Segment Start: DATA UNDER STUDY

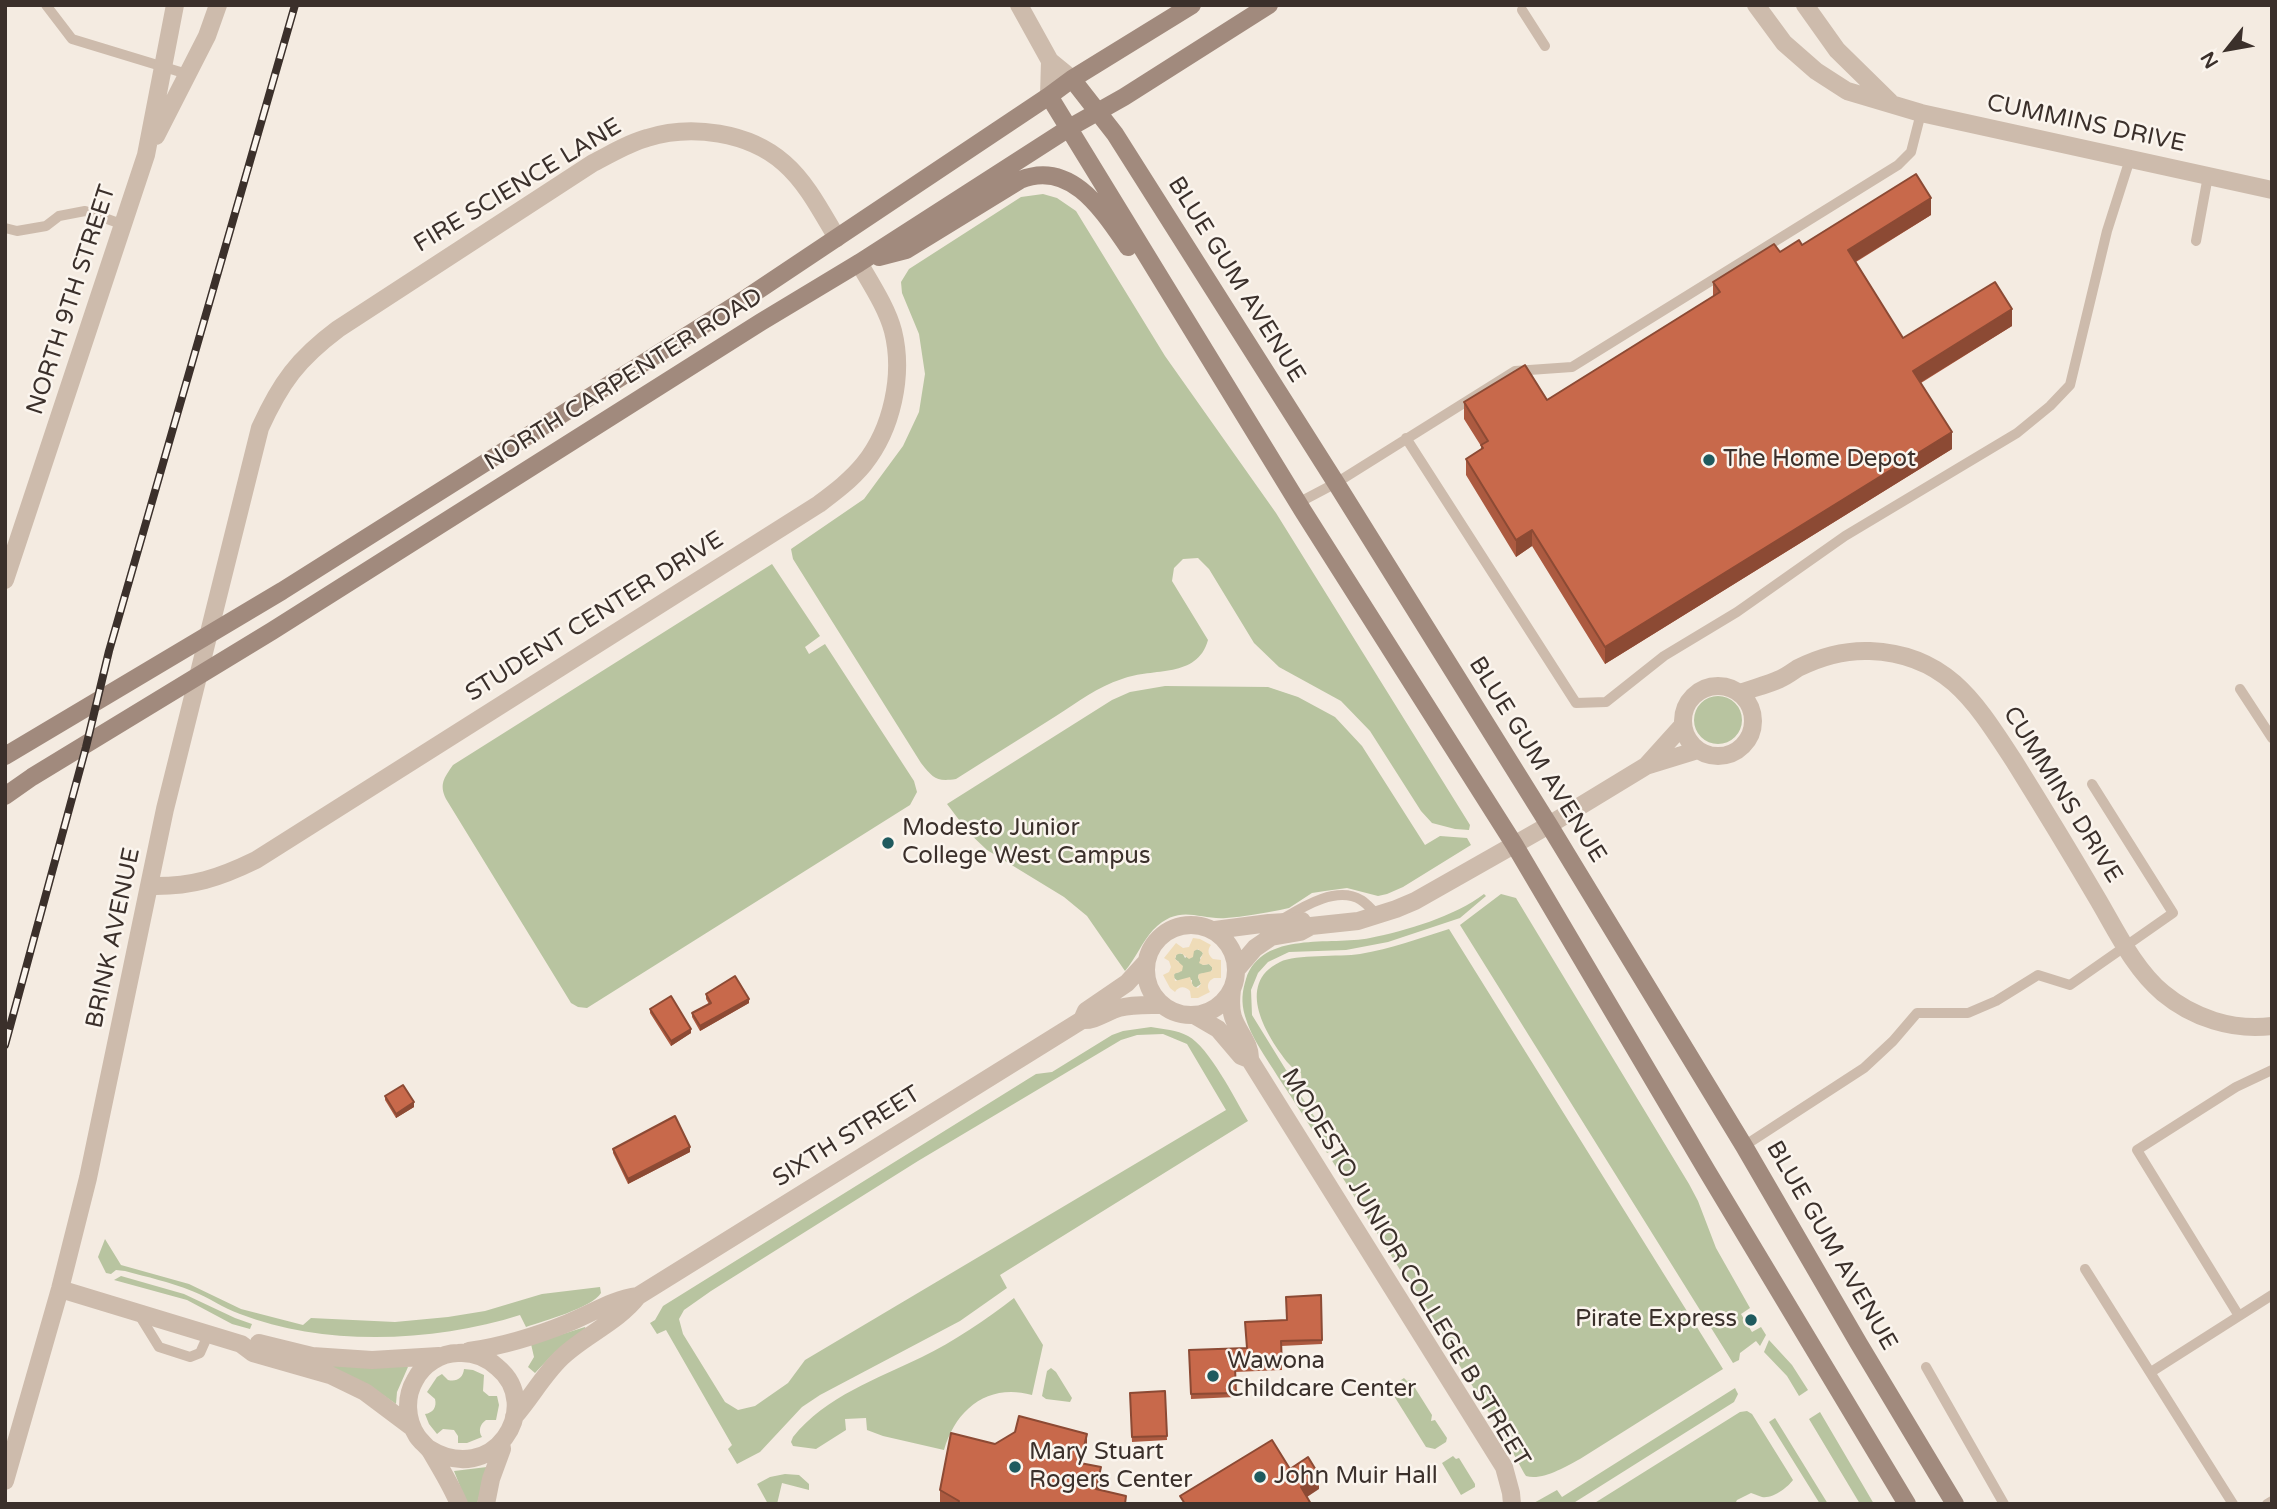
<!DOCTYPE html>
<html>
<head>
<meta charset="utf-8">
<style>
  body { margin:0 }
  #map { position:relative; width:2277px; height:1509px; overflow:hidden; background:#f4ebe1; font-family:"Varela Round",sans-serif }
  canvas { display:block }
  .frame { position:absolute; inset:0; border:7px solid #3b302b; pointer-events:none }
  .north { position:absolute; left:2193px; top:14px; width:70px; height:70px; -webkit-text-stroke:5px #fbf5ee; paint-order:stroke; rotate:239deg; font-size:19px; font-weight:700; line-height:28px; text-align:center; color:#3b302b }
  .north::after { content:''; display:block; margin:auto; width:24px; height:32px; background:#3b302b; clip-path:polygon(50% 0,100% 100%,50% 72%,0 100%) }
</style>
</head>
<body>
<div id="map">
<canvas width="2277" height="1509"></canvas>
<div class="frame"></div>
<div class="north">N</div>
</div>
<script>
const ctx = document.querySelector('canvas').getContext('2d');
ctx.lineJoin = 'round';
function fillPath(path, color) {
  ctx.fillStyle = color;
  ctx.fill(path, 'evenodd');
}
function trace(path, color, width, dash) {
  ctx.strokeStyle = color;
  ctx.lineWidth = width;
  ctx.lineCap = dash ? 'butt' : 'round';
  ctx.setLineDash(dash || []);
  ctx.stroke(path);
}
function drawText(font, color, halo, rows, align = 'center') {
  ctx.font = font + ' "Varela Round",sans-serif';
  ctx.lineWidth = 5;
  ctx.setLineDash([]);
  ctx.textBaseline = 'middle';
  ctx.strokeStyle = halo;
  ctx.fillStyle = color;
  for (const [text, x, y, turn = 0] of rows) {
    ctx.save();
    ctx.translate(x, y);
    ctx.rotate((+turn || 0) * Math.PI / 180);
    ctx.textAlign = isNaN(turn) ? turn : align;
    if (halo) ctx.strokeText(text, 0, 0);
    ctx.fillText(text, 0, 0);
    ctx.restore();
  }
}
const green = new Path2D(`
  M 1043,194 L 1057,198 L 1076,211 L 1165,356 L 1276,513 L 1470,825 L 1469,830 L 1455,829 L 1432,823 L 1421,811 L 1370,731 L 1341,701 L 1279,667 L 1254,643 L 1209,569 L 1198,558 L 1183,559 L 1174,568 L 1172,581 L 1208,640 C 1197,679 1154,667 1122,679 C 1097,687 1078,702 1056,716 C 1023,737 989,758 956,779 C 936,782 933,778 921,763 L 793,559 L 791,549 L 864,499 L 903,446 L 919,412 L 925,374 L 919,334 L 902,293 L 901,282 L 909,269 L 1021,197 Z
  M 772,564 L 820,636 L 805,647 L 809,654 L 825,644 L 914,781 L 917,792 L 910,805 L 587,1008 L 578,1007 L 571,1003 L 446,799 C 439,784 444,778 453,765 Z
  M 1165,686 L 1268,687 L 1298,697 L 1335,717 L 1362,746 L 1425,845 L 1440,836 L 1467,838 L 1471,845 L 1403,887 L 1387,894 L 1378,896 L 1347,888 L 1325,891 L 1312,893 L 1289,908 L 1280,910 C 1262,913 1244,917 1226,918 C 1197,920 1180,903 1153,930 C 1142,942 1136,958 1125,971 L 1087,916 L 1064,897 L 987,850 L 969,833 L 947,804 L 1112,700 L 1130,692 Z
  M1694 720a24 24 0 1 1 48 0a24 24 0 1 1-48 0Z
  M 1484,894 L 1486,896 L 1460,918 L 1388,942 L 1346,950 L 1289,952 L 1268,962 L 1258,973 L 1251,990 L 1252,1015 L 1286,1070 L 1296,1076 L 1298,1091 L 1335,1149 L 1327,1153 C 1311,1128 1295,1102 1278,1077 C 1266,1057 1251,1038 1245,1016 C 1241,1002 1242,992 1246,979 C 1262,930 1331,946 1370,938 C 1406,931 1455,916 1484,894 Z
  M 1501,894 L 1516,898 L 1689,1184 L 1698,1201 L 1716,1248 L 1750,1308 L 1741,1314 L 1752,1332 L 1761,1327 L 1766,1335 L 1760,1346 L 1756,1341 L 1740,1353 L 1739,1360 L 1733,1363 L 1460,925 Z
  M 1449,929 L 1723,1369 L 1580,1459 C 1565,1467 1542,1481 1526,1476 L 1524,1473 L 1506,1440 L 1331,1159 L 1343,1151 L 1302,1086 L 1301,1073 C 1297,1070 1292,1068 1289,1064 C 1267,1037 1234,984 1280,962 C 1296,954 1339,957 1360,954 C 1391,949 1420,938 1449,929 Z
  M 1196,949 L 1202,951 L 1203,954 L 1200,958 L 1203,965 L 1209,964 L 1213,968 L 1210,973 L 1199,974 L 1198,977 L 1201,984 L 1195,988 L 1192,984 L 1192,980 L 1179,982 L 1173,977 L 1175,973 L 1180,972 L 1179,962 L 1175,959 L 1177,953 L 1183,954 L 1185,958 Z
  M 1151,1027 C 1163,1029 1177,1030 1188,1036 C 1209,1047 1235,1099 1248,1121 L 1000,1275 L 1007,1288 L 960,1321 L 820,1395 L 802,1407 L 760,1452 L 737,1464 L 728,1449 L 732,1445 L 666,1330 L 657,1334 L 650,1323 L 655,1320 L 663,1306 L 1036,1074 L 1052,1072 L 1112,1035 L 1123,1031 ZM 1163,1034 L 1187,1044 L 1226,1110 L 805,1360 L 788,1383 L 755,1406 L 738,1410 L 725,1402 L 683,1334 L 679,1319 L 684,1310 L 711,1291 L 918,1161 L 1121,1040 L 1137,1035 Z
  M 105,1239 L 121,1265 L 189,1284 L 241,1309 L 303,1325 L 311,1318 L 395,1322 L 448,1317 L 485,1311 L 542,1294 L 600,1287 L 601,1293 C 592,1308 543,1321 526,1327 L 520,1315 C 436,1342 324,1347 240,1314 C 223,1308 208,1297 192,1291 C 170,1282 147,1277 125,1271 L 116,1270 L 111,1274 L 106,1273 L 98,1257 Z
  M 121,1276 L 184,1294 L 235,1318 L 252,1324 L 250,1329 L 232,1324 L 187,1300 L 114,1280 Z
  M 1014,1298 L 1043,1345 L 1032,1395 C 988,1383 956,1409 944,1450 L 883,1436 L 867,1430 L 866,1418 L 845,1419 L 846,1430 L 816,1449 L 793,1446 L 791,1442 L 793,1437 C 826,1396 877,1379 922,1357 C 953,1342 987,1319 1014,1298 Z
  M 585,1327 L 586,1329 L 555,1352 L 535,1373 L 528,1367 L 534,1357 L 531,1344 Z
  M 1769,1340 L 1792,1365 L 1808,1390 L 1799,1396 L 1787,1376 L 1764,1352 Z
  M 326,1365 L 406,1367 L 408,1367 L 397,1392 L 396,1404 L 367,1384 Z
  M 1051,1368 L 1056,1372 L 1072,1398 L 1070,1402 L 1046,1399 L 1042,1396 L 1047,1371 Z
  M 464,1369 L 473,1370 L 484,1375 L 483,1391 L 489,1396 L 497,1396 L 499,1405 L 496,1420 L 486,1420 C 480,1424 478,1431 482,1437 L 467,1443 L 458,1443 L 458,1436 L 454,1430 L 443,1429 L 437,1434 L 429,1424 L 425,1414 C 433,1413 437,1407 435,1399 L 427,1392 L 437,1377 L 442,1374 L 448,1380 C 457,1382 463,1378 464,1369 Z
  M 1404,1378 L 1407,1381 L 1410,1380 L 1432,1415 L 1431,1421 L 1435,1420 L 1447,1438 L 1446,1442 L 1435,1449 L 1426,1447 L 1389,1388 Z
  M 1735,1388 L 1738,1394 L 1734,1402 L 1572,1504 L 1532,1504 L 1557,1490 L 1562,1497 Z
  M 1747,1411 L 1752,1414 L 1793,1480 C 1788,1487 1773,1499 1762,1497 C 1758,1496 1755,1494 1751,1493 L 1737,1500 L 1735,1504 L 1593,1504 L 1740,1412 Z
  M 1820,1412 L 1874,1504 L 1860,1504 L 1809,1419 Z
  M 1775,1418 L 1828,1504 L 1820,1504 L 1769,1422 Z
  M 1453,1456 L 1456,1459 L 1459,1458 L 1475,1484 L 1475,1487 L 1461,1495 L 1442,1463 Z
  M 487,1467 L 477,1504 L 467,1504 L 454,1471 Z
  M 785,1474 L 799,1475 L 809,1484 L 809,1490 L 782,1483 L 777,1504 L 768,1504 L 757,1484 L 770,1477 Z`);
const sand = new Path2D(`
  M 1193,938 L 1200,939 L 1211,945 C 1207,950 1208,955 1213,959 L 1221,960 L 1221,978 L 1214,978 C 1208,981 1206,986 1210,992 L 1198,998 L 1191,998 L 1190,991 C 1185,986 1179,986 1175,992 L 1170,988 L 1163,975 L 1169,972 L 1171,967 L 1169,961 L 1164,958 L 1176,943 L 1183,948 L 1189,947 ZM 1198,949 L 1203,953 L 1199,963 L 1203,965 L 1209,964 L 1212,967 L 1212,971 L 1199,974 L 1198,977 L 1201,984 L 1198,988 L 1193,986 L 1190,977 L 1175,981 L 1174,974 L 1182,971 L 1183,966 L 1175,959 L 1176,955 L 1181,953 L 1189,959 L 1193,957 L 1194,951 Z`);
const service = new Path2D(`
  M 46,5 L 72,39 L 187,74
  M 1522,10 L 1545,46
  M 5,228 L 17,231 L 46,226 L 59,216 L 85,211 L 124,225
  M 2196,241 L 2208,176
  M 1406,438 L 1576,703 L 1606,702 L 1664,656 L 1737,612 L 1845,536 L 2017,433 L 2050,406 L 2070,385 L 2107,231 L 2130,159
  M 1298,503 L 1336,483 L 1515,371 L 1572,367 L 1898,165 L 1911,152 L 1921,113
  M 2240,689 L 2272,738
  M 1281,920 C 1301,908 1336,885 1361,900 C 1367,904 1372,910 1378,915
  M 1744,1146 L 1864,1068 L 1893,1041 L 1917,1013 L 1968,1013 L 1996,1001 L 2038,975 L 2070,985 L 2173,913 L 2092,784
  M 2085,1269 L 2233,1504
  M 138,1313 L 159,1347 L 190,1357 L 200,1353 L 208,1335
  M 2239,1316 L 2137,1150 L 2236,1087 L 2272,1070
  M 1926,1367 L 2004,1504
  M 2151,1372 L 2272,1295
  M 2267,1504 L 2272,1501`);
const minor = new Path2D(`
  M 1019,5 L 1050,61
  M 1756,5 L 1784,43 L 1816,71 L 1847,91 L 1921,113 L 2272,190
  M 1805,5 L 1837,50 L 1890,102
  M 1049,96 L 1050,61 L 1072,79
  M1683 721a35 35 0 1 1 70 0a35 35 0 1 1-70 0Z
  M 1740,693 C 1753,688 1767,685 1780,679 C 1787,676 1792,672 1798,668 C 1820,657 1845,650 1870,651 C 1947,654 1976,703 2014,761 C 2042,806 2070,852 2097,898 C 2116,930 2134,969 2163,993 C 2193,1018 2233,1031 2272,1026
  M 1646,766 L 1683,725
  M 150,886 C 192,887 219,878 256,860 L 819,504 C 835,492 851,480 864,464 C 892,429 904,375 893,331 C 887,308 871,284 859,263
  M1146 970a45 45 0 1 1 90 0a45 45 0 1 1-90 0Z
  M 1215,930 L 1269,923 L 1302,921
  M 1237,969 L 1255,948 L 1271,937 L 1300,932 L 1311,926 L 1358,921 L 1396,909 L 1415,901 L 1549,825 L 1646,766 L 1698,750
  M 1232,989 C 1231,998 1230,1008 1233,1017 C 1238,1032 1251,1044 1250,1060 L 1504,1467 L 1511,1493 L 1512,1504
  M 1194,1015 L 1218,1029 L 1241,1056 L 1246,1058
  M 1082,1020 L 1086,1011 L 1127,983 L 1147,961
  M 60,1289 L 241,1344 L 253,1353 L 330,1375 L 365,1392 L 413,1428
  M 259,1343 L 312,1356 L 372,1360 L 439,1356
  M 469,1351 C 503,1346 536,1336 568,1323 C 591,1314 613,1299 638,1296
  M 514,1417 C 531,1398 543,1375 562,1357 C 585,1335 618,1322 638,1296 L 1082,1020 C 1095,1021 1106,1012 1119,1008 C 1133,1004 1148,1005 1163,1005
  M 428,1448 C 493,1489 545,1406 497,1367 C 486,1357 473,1352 458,1353 C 441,1353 423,1364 415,1380 C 405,1397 406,1419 417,1436 C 421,1442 427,1446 431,1452 C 441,1469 451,1485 459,1504
  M 5,1481 L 60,1289 L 88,1178 L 165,809 L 260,428 C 281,382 298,359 338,329 L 593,163 C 611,154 628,143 647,138 C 691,124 749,132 784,163 C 807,183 822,213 837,238
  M 486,1504 L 491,1479 L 502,1449 L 501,1443`);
const tertiary = new Path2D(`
  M 156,136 L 207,36 L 218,5
  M 5,580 L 146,155 L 175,5`);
const secondary = new Path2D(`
  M 1072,79 L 1115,134 L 1336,483 L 1549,825 L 1744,1146 L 1859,1344 L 1955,1504
  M 1049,96 L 1303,511 L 1514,844 L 1707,1171 L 1907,1504
  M 879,257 L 906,250 L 1020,180 C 1071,159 1103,211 1128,247
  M 5,756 L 282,591 L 748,297 L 1049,96 L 1072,79 L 1192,5
  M 5,796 L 32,777 L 272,631 L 761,322 L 859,263 L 1069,128 L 1124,97 L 1269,5`);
const rail = new Path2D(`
  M 5,1045 L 86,747 L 109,651 L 295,5`);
const wall = new Path2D(`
  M 1931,215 L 1856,262 L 1903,338 L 2012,326 L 1921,383 L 1952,449 L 1605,664 L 1532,546 L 1516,557 L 1466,475 L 1466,459 L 1481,449 L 1481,446 L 1464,419 L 1464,402 L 1547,400 L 1713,297 L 1713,282 L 1780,252 L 1802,245 Z
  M 706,994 L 749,1003 L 700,1031 L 692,1017 L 692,1013 L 709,1004 L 706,999 Z
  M 650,1009 L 691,1033 L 671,1046 L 650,1013 Z
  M 385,1096 L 414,1107 L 396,1118 L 385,1100 Z
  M 613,1149 L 690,1152 L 628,1184 L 613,1153 Z
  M 1321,1295 L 1322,1344 L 1281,1346 L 1282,1370 L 1235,1372 L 1236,1397 L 1191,1399 L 1189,1350 L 1246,1348 L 1287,1320 Z
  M 1165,1391 L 1167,1440 L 1132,1442 L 1130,1393 Z
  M 995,1444 L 1087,1447 L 1083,1464 L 1101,1481 L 1099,1489 L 1126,1504 L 940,1503 L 940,1490 Z`);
const shadedWall = new Path2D(`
  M 1931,198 L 1931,215 L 1848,266 L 1848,250 Z
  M 2012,309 L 2012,326 L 1913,387 L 1913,371 Z
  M 1952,432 L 1952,449 L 1605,664 L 1605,647 Z
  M 1532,530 L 1532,546 L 1516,557 L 1516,540 Z
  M 749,999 L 749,1003 L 700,1031 L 700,1026 Z
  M 691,1029 L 691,1033 L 671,1046 L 671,1041 Z
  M 414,1102 L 414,1107 L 396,1118 L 396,1114 Z
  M 690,1147 L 690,1152 L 628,1184 L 628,1179 Z
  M 1087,1434 L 1087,1447 L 1080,1476 L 1080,1463 Z
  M 1101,1467 L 1101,1481 L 1096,1502 L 1096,1489 Z
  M 1319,1475 L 1319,1489 L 1301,1501 L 1301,1487 Z`);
const building = new Path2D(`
  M 1916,174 L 1931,198 L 1848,250 L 1903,338 L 1995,282 L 2012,309 L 1913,371 L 1952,432 L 1605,647 L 1532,530 L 1516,540 L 1466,459 L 1483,448 L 1481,445 L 1488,441 L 1464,402 L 1525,365 L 1547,400 L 1720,292 L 1713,282 L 1774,244 L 1780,252 L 1799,240 L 1802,245 Z
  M 735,976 L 749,999 L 700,1026 L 692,1013 L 711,1003 L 706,994 Z
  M 671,996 L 691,1029 L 671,1041 L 650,1009 Z
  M 403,1085 L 414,1102 L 396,1114 L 385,1096 Z
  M 675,1116 L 690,1147 L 628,1179 L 613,1149 Z
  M 1321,1295 L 1322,1340 L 1281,1341 L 1282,1365 L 1235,1367 L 1236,1393 L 1191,1394 L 1189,1350 L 1247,1348 L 1245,1322 L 1287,1320 L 1286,1297 Z
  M 1165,1391 L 1167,1436 L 1132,1437 L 1130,1393 Z
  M 1019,1416 L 1087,1434 L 1080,1463 L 1101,1467 L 1096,1489 L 1126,1496 L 1125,1504 L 958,1504 L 959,1501 L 940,1490 L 951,1433 L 995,1444 L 1015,1432 Z
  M 1272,1440 L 1290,1469 L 1308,1457 L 1319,1475 L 1301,1487 L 1311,1504 L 1185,1504 L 1180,1496 Z`);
const markers = [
  [1709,460,7,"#1f5a5e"],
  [888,843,7,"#1f5a5e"],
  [1751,1320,7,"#1f5a5e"],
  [1213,1376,7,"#1f5a5e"],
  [1015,1467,7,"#1f5a5e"],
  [1260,1477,7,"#1f5a5e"]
];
const streetNames = [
  ["CUMMINS DRIVE",2086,124,12],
  ["FIRE SCIENCE LANE",518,186,-31],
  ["BLUE GUM AVENUE",1236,280,58],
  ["NORTH 9TH STREET",72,300,-72],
  ["NORTH CARPENTER ROAD",624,380,-32],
  ["STUDENT CENTER DRIVE",595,617,-32],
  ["BLUE GUM AVENUE",1537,760,58],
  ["CUMMINS DRIVE",2062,795,58],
  ["BRINK AVENUE",114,938,-78],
  ["SIXTH STREET",847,1137,-32],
  ["BLUE GUM AVENUE",1831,1246,60],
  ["MODESTO JUNIOR COLLEGE B STREET",1405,1268,59]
];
const poiNames = [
  ["The Home Depot",1723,460],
  ["Modesto Junior",902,829],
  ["College West Campus",902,857],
  ["Pirate Express",1737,1320,"right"],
  ["Wawona",1227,1362],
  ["Childcare Center",1227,1390],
  ["Mary Stuart",1029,1453],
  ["Rogers Center",1029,1481],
  ["John Muir Hall",1274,1477]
];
fillPath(green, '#b8c4a0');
fillPath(sand, '#efdcb8');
trace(service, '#cdbbac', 10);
trace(minor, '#cdbbac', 18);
trace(tertiary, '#cdbbac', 18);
trace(secondary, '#a18a7d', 18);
trace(rail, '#3b302b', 8);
trace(rail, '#fbf5ee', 5, [16]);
fillPath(wall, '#ac5a40');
fillPath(shadedWall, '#8c4a34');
fillPath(building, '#c8694b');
trace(building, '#8c4a34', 2);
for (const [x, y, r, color] of markers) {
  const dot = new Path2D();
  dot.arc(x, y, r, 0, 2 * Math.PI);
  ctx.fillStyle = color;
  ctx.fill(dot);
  trace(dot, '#fbf5ee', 2.5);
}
drawText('24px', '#3b302b', '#fbf5ee', streetNames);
drawText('24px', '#3b302b', '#fbf5ee', poiNames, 'left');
</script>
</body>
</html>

Segment End: DATA UNDER STUDY

» TASK
Whenever a line of the data holds the string "strokeStyle", pick that line out.

» RESPONSE
  ctx.strokeStyle = color;
  ctx.strokeStyle = halo;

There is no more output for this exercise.